In formulating his psychoanalysis, Murray made extensive use of Hitler’s own books, Mein Kampf and My New Order, and also drew upon data from the OSS as well as other studies of Hitler.

One of the interesting things her husband did “was analyzing a person’s mind through his metaphors,” Mrs. Murray told The Sun. She recalled that her husband, with help from several of his Harvard students, found and analyzed every metaphor in Mein Kampf to help reach his analysis of Hitler.

A key contributor to the theory of needs as personality, Murray considered the interplay of needs like achievement, dominance and recognition to determine a person’s psychological makeup and behavior.

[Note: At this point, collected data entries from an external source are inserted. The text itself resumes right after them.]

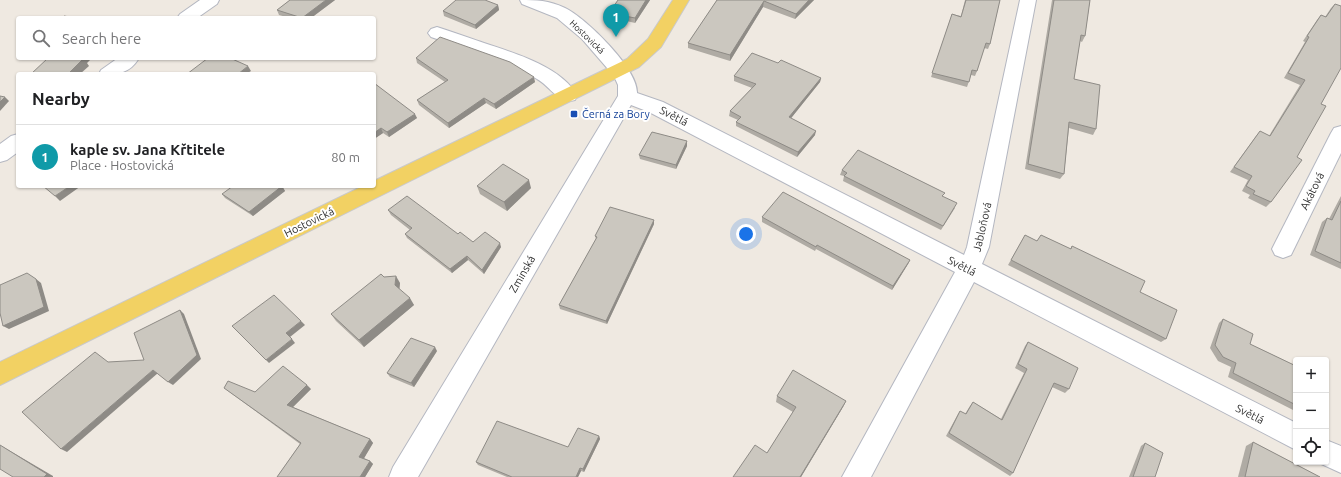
<!DOCTYPE html>
<meta charset="utf-8">
<style>
body{margin:0;font-family:Ubuntu,sans-serif;background:#f6f6f6;color:#202124}
.controls{position:absolute;right:12px;bottom:12px;display:grid;overflow:hidden;border-radius:4px;box-shadow:0 1px 3px #0004}
.controls button{width:36px;height:36px;display:grid;place-items:center;padding:0;border:0;border-bottom:1px solid #e0e0e0;background:#fff;color:#202124;font:20px sans-serif}
.you{position:absolute;left:746px;top:234px;width:14px;height:14px;margin:-10px;border:3px solid #fff;border-radius:50%;background:#1a73e8;box-shadow:0 0 0 6px #1a73e833}
.badge{display:grid;place-items:center;width:26px;height:26px;border-radius:50%;background:#2563eb;color:#fff;font-size:13px;font-weight:700}
.pin{position:absolute;translate:-50% -33px;filter:drop-shadow(0 1px 2px #0008)}
.pin::after{content:'';position:absolute;top:21px;width:14px;height:12px;background:inherit;clip-path:polygon(0 0,100% 0,50% 100%)}
.list{margin:0;padding:0;list-style:none}
h2{display:flex;justify-content:space-between;align-items:center;height:52px;margin:0;padding:0 16px;font-size:17px}
h2 small{font-size:13px;font-weight:400;color:#757577}
.list li{display:grid;grid-template-columns:26px 1fr auto;gap:12px;align-items:center;box-sizing:border-box;height:64px;padding:0 16px;border-top:1px solid #e0e0e0}
.list b{display:block;font-size:15px;white-space:nowrap}
.list p{margin:0;font-size:13px;white-space:nowrap;color:#757577}
.list em{font-size:13px;font-style:normal;color:#757577}
.icon{flex:none;width:22px;height:22px;fill:none;stroke:currentColor;stroke-width:2;stroke-linecap:round;stroke-linejoin:round}
.map{position:relative;flex:none;width:1341px;height:477px;overflow:hidden}
.search{position:absolute;background:#fff;box-shadow:0 1px 3px #0004;left:16px;top:16px;width:360px;height:44px;display:flex;align-items:center;gap:10px;box-sizing:border-box;padding:0 14px;border-radius:4px;color:#757577;font-size:15px}
.panel{position:absolute;background:#fff;box-shadow:0 1px 3px #0004;left:16px;top:72px;width:360px;height:116px;border-radius:4px}
.map>svg:first-child{display:block}
.lines{fill:none;stroke-linecap:round;stroke-linejoin:round}
.minor-casing{stroke:#b4b7c1;stroke-width:2}
.major-casing{stroke:#c9c9c9;stroke-width:2}
.minor{fill:#fff;fill-rule:evenodd}
.major{fill:#f2d163;fill-rule:evenodd}
.wall{fill:#afaba4}
.shaded-wall{fill:#8e8b86}
.building{fill:#cbc7bf;stroke:#8e8b86}
.transit-dot{fill:#1a4fb4;stroke:#fff;stroke-width:1.5}
.labels{text-anchor:middle;dominant-baseline:central;stroke-width:4;stroke-linejoin:round;paint-order:stroke}
.far-street-label{font-size:9px;fill:#2e2e2e;stroke:#fff}
.transit-label{font-size:11px;fill:#164399;stroke:#fff;text-anchor:start}
.street-label{font-size:11px;fill:#2e2e2e;stroke:#fff}
</style>
<div class="map">
<svg width="1341" height="477" viewBox="0 0 1341 477">
<rect width="100%" height="100%" fill="#efe9e1"/>
<g class="lines">
<defs>
<g id="minor">
<path d="M200 0H219L217 4 197 18H177L180 14Z"/>
<path d="M520 0C537 0 548 0 565 8 586 18 638 69 637 93L663 102 964 255 967 247 1020 0H1036L989 247 982 264 1296 423V450L974 282 871 477H842L955 272 649 112 631 105 418 477H389L393 467 618 96V85L614 76 582 39 557 18 522 4Z"/>
<path d="M437 27C453 32 469 38 484 43 514 53 560 66 577 95L575 100C558 104 550 86 537 79 504 59 467 49 431 37L428 33 431 29Z"/>
<path d="M118 58H139C129 75 116 74 99 74L101 70Z"/>
<path d="M1341 126V153L1291 255 1283 258 1275 255 1272 249 1275 243 1331 133 1334 128Z"/>
<path d="M18 134V152L7 160 0 162V144L11 136Z"/>
<path d="M1326 440 1341 446V473L1317 462H1326Z"/>
</g>
<path id="major" d="M673 0H689L661 47 639 67 0 385V362L363 186H374V181L627 59 648 39Z"/>
</defs>
<!-- minor casing -->
<use href="#minor" class="minor-casing"/>
<!-- major casing -->
<use href="#major" class="major-casing"/>
<!-- minor -->
<use href="#minor" class="minor"/>
<!-- major -->
<use href="#major" class="major"/>
</g>
<!-- wall -->
<g class="wall">
<path d="M290 0H335L311 18H290L279 15 277 10Z"/>
<path d="M618 0H650L635 23 610 17 609 13Z"/>
<path d="M717 0H814L795 19 763 7 730 61 688 48V43Z"/>
<path d="M965 0H1000L990 44 988 49 984 48 977 71 975 76 971 75 967 87 931 77 952 14 961 16Z"/>
<path d="M1052 0H1090L1085 36 1082 42 1080 41 1074 79 1096 129 1093 135 1069 128 1064 174 1060 179 1025 169Z"/>
<path d="M1335 4 1321 104 1271 202 1266 207 1248 198 1250 195 1242 191 1248 180 1230 172 1256 136 1260 131 1269 136 1300 85 1284 78 1305 42 1303 41 1317 20 1321 15 1325 17 1331 8Z"/>
<path d="M498 5 499 10 476 29 444 16 443 11Z"/>
<path d="M416 58 535 82 496 109 486 103 449 128 419 105 417 100 445 82 417 63Z"/>
<path d="M778 63 821 78 820 82 791 118 815 135 797 157 736 126V122L738 120 729 116 730 111 752 88 734 81V76Z"/>
<path d="M374 83 417 118 389 137 383 133 374 139Z"/>
<path d="M687 141V146L676 169 640 159 639 155Z"/>
<path d="M842 170 943 197 955 208 941 230 843 181 844 176 840 175Z"/>
<path d="M282 186 285 191 253 216 225 198 222 194Z"/>
<path d="M477 186 531 188 507 211 480 194Z"/>
<path d="M1341 196V269L1310 255 1322 222 1327 218 1329 219Z"/>
<path d="M388 210 458 234 473 242 501 247 484 274 468 260 452 273 407 238 405 234 410 230 391 215Z"/>
<path d="M762 217 910 260 908 264 892 290 816 249 815 251 762 222Z"/>
<path d="M654 220V224L607 324 560 309 559 305 596 239 595 236Z"/>
<path d="M1025 235 1037 241 1041 235 1070 249 1072 246 1140 292 1166 339 1161 342 1008 265Z"/>
<path d="M384 277 400 283 399 289 414 305 364 347 336 321 331 314Z"/>
<path d="M1223 319 1250 344 1296 366V410L1295 411 1228 377 1231 367 1218 361 1210 348 1219 323Z"/>
<path d="M1028 342 1069 389 1065 393 1052 387 1013 473 1010 476 946 436 958 414 960 411 965 414 970 406 973 402 1001 419 1024 373 1015 368 1025 346Z"/>
<path d="M437 351 414 387 390 377 387 373Z"/>
<path d="M224 388 255 392 311 389 293 407 370 439 373 443 364 458 370 461 373 464 365 477H277L300 444Z"/>
<path d="M777 396 846 401 843 407 801 477H733L767 453 793 412 776 402Z"/>
<path d="M599 436 600 439 584 472 581 471 578 477H507L478 465 476 462 568 447Z"/>
<path d="M1253 442 1320 477H1238L1246 446Z"/>
<path d="M1145 443 1155 477H1129L1141 446Z"/>
</g>
<!-- shaded-wall -->
<g class="shaded-wall">
<path d="M326 0H335L311 18H302Z"/>
<path d="M646 0H650L635 23V18Z"/>
<path d="M809 0H814L795 19 796 14Z"/>
<path d="M764 1 763 7 730 61V55Z"/>
<path d="M498 5 499 10 476 29 475 25Z"/>
<path d="M79 58H92L87 63 89 66 80 74H68Z"/>
<path d="M248 66 251 71 246 74H238Z"/>
<path d="M534 77 535 82 496 109 494 104Z"/>
<path d="M821 78 820 82 788 122 789 117Z"/>
<path d="M5 97 9 101 0 111V102Z"/>
<path d="M484 98 486 103 449 128 448 123Z"/>
<path d="M415 114 417 118 389 137 387 132Z"/>
<path d="M381 128 383 133 374 139V133Z"/>
<path d="M816 131 815 135 797 157 798 152Z"/>
<path d="M687 141V146L676 169V165Z"/>
<path d="M529 180 531 188 507 211 504 202Z"/>
<path d="M70 186H81L60 201 55 196Z"/>
<path d="M282 186 285 191 253 216 249 212Z"/>
<path d="M654 220V224L607 324 606 321Z"/>
<path d="M500 243 501 247 484 274 482 270Z"/>
<path d="M467 256 468 260 452 273 450 269Z"/>
<path d="M910 260 908 264 892 290 893 286Z"/>
<path d="M396 276 400 283 399 293 395 285Z"/>
<path d="M36 279 41 283 49 311 9 329 3 326Z"/>
<path d="M410 298 414 305 364 347 359 340Z"/>
<path d="M180 310 184 314 201 359 173 385 168 382Z"/>
<path d="M301 321 305 325 290 337 286 333Z"/>
<path d="M292 339 295 343 269 363 266 360Z"/>
<path d="M435 347 437 351 414 387 411 383Z"/>
<path d="M153 370 158 373 67 452 61 449Z"/>
<path d="M307 385 311 389 291 409 287 405Z"/>
<path d="M846 401 843 407 801 477H800Z"/>
<path d="M599 436 600 439 584 472 583 469Z"/>
<path d="M370 439 373 443 363 460 359 457Z"/>
<path d="M0 445 53 476V477H44Z"/>
<path d="M370 461 373 464 365 477H360Z"/>
<path d="M580 468 581 471 578 477H576Z"/>
</g>
<!-- building -->
<g class="building">
<path d="M290 0H326L302 18 277 10Z"/>
<path d="M456 0H485L498 5 475 25 443 11Z"/>
<path d="M618 0H646L635 18 609 13Z"/>
<path d="M717 0H809L796 14 764 1 730 55 688 43Z"/>
<path d="M966 0H1000L990 44 986 43 977 71 972 70 969 82 932 73 952 14 961 17Z"/>
<path d="M1054 0H1090L1085 36 1081 35 1074 79 1100 85 1096 129 1069 122 1064 174 1028 164Z"/>
<path d="M1335 4 1341 6V68L1321 104 1326 106 1297 157 1302 160 1271 202 1253 194 1255 191 1246 186 1252 176 1234 167 1260 131 1270 136 1305 80 1288 73 1309 37 1307 36 1321 15 1326 17Z"/>
<path d="M64 16 75 18H62Z"/>
<path d="M440 37 510 62 534 77 494 104 484 98 448 123 417 100 448 80 416 58Z"/>
<path d="M752 53 778 63 781 60 821 78 789 117 816 131 798 152 736 122 741 117 730 111 756 84 734 76Z"/>
<path d="M48 58H79L83 59 68 74H31Z"/>
<path d="M208 58H230L248 66 238 74H187Z"/>
<path d="M374 83 415 114 387 132 381 128 374 133Z"/>
<path d="M0 96 5 97 0 102Z"/>
<path d="M652 132 687 141 676 165 639 155Z"/>
<path d="M858 150 945 193 942 196 957 203 943 226 844 176 847 173 842 170Z"/>
<path d="M503 164 529 180 504 202 477 186Z"/>
<path d="M43 186H70L55 196Z"/>
<path d="M233 186H282L249 212 222 194Z"/>
<path d="M783 192 910 260 893 286 817 245 816 247 762 217Z"/>
<path d="M407 196 458 234 460 232 473 242 485 232 500 243 482 270 467 256 450 269 405 234 412 228 388 210Z"/>
<path d="M1341 201V263L1315 251 1327 218 1332 220Z"/>
<path d="M610 207 654 220 606 321 559 305 597 237 595 236Z"/>
<path d="M1025 235 1037 241 1041 235 1071 249 1072 246 1145 281 1140 292 1177 310 1166 339 1011 260Z"/>
<path d="M27 273 36 279 44 307 3 326 0 313V285Z"/>
<path d="M381 274 384 277 396 276 395 285 410 298 359 340 331 314Z"/>
<path d="M274 295 301 321 286 333 292 339 266 360 232 326Z"/>
<path d="M180 310 197 355 168 382 153 370 61 449 22 412 95 352 108 362 144 360 134 333Z"/>
<path d="M1223 319 1253 334 1250 344 1296 366V405L1233 373 1236 363 1223 357 1215 345Z"/>
<path d="M411 338 435 347 411 383 387 373Z"/>
<path d="M1028 342 1078 368 1069 389 1054 383 1013 473 949 433 960 411 966 414 973 402 1002 420 1027 369 1018 364Z"/>
<path d="M283 366 307 385 287 405 370 439 359 457 370 461 360 477H277L301 443 224 388 228 381 255 392Z"/>
<path d="M793 370 846 401 800 477H733L755 445 767 453 796 407 777 396Z"/>
<path d="M497 421 568 447 578 428 599 436 583 469 580 468 576 477H512L476 462Z"/>
<path d="M1253 442 1320 477H1245Z"/>
<path d="M1145 443 1163 453 1155 477H1133Z"/>
<path d="M0 445 47 474 44 477H13L0 469Z"/>
</g>
<!-- markers -->
<rect class="transit-dot" x="570" y="110" width="8" height="8" rx="2"/>
<g class="labels">
<!-- far-street labels -->
<g class="far-street-label">
<text transform="translate(587 37) rotate(44)">Hostovická</text>
</g>
<!-- transit labels -->
<g class="transit-label">
<text x="582" y="114">Černá za Bory</text>
</g>
<!-- street labels -->
<g class="street-label">
<text transform="translate(674 116) rotate(27)">Světlá</text>
<text transform="translate(1312 191) rotate(-64)">Akátová</text>
<text transform="translate(309 222) rotate(-26)">Hostovická</text>
<text transform="translate(982 227) rotate(-77)">Jabloňová</text>
<text transform="translate(962 266) rotate(27)">Světlá</text>
<text transform="translate(522 274) rotate(-60)">Zminská</text>
<text transform="translate(1250 414) rotate(27)">Světlá</text>
</g>
</g>
</svg>
<div class="controls">
<button>+</button>
<button>−</button>
<button><svg class="icon" aria-label="locate" viewBox="0 0 24 24"><circle cx="12" cy="12" r="6"/><path d="M12 2v4M12 18v4M2 12h4M18 12h4"/></svg></button>
</div>
<div class="you"></div>
<div class="pin badge" style="left:616px;top:37px;background:#0f9aa8">1</div>
<div class="search"><svg class="icon" aria-label="search" viewBox="0 0 24 24"><circle cx="10" cy="10" r="6"/><path d="M15 15l6 6"/></svg>Search here</div>
<section class="panel">
<h2>Nearby<small></small></h2>
<ul class="list">
<li><span class="badge" style="background:#0f9aa8">1</span><div><b>kaple sv. Jana Křtitele</b><p>Place · Hostovická</p></div><em>80 m</em></li>
</ul>
</section>
</div>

According to the study, Hitler has a “counteractive narcism” personality provoked by real or imagined insults. Characteristics include low tolerance for criticism, inability to show gratitude, desire for revenge and persistence in the face of defeat. The study continues that while Hitler exhibited these and other qualities to an extreme degree, he lacked the balancing forces that exist in normal individuals.

Murray portrays his subject as a series of contradictions. Hitler persecuted Jews despite his ties to Judaism through his godfather and other family members; he advocated fertility in spite of his own impotency; and he emphasized masculine strength despite his many feminine qualities.

Since the study became available online a few weeks ago, it has already received 500 hits from around the world, according to Mills.

“It’s become a hot issue again,” Germain said about the document’s content. Murray’s work may interest military and psychology historians, Holocaust and WW II scholars and the general public, she told the Cornell news service.

“I hope we get great research, access of information and sharing of information,” Korn said after learning the study was online. “Once you put stuff out there, it just produces. Everyone is hungry for it.”

It seems that even during the war, others had their eyes on Murray’s work. Walter Langer, a noted psychologist who worked in the OSS with Murray, absorbed many of the study’s key points into his own book, The Mind of Adolph Hitler.

Biographer Forrest Robinson writes in Love’s Story Told: A Life of Henry A. Murray, “Langer had indeed taken the best of his ideas, including the sexual analysis and the prediction of Hitler’s suicide, without a word of acknowledgement.”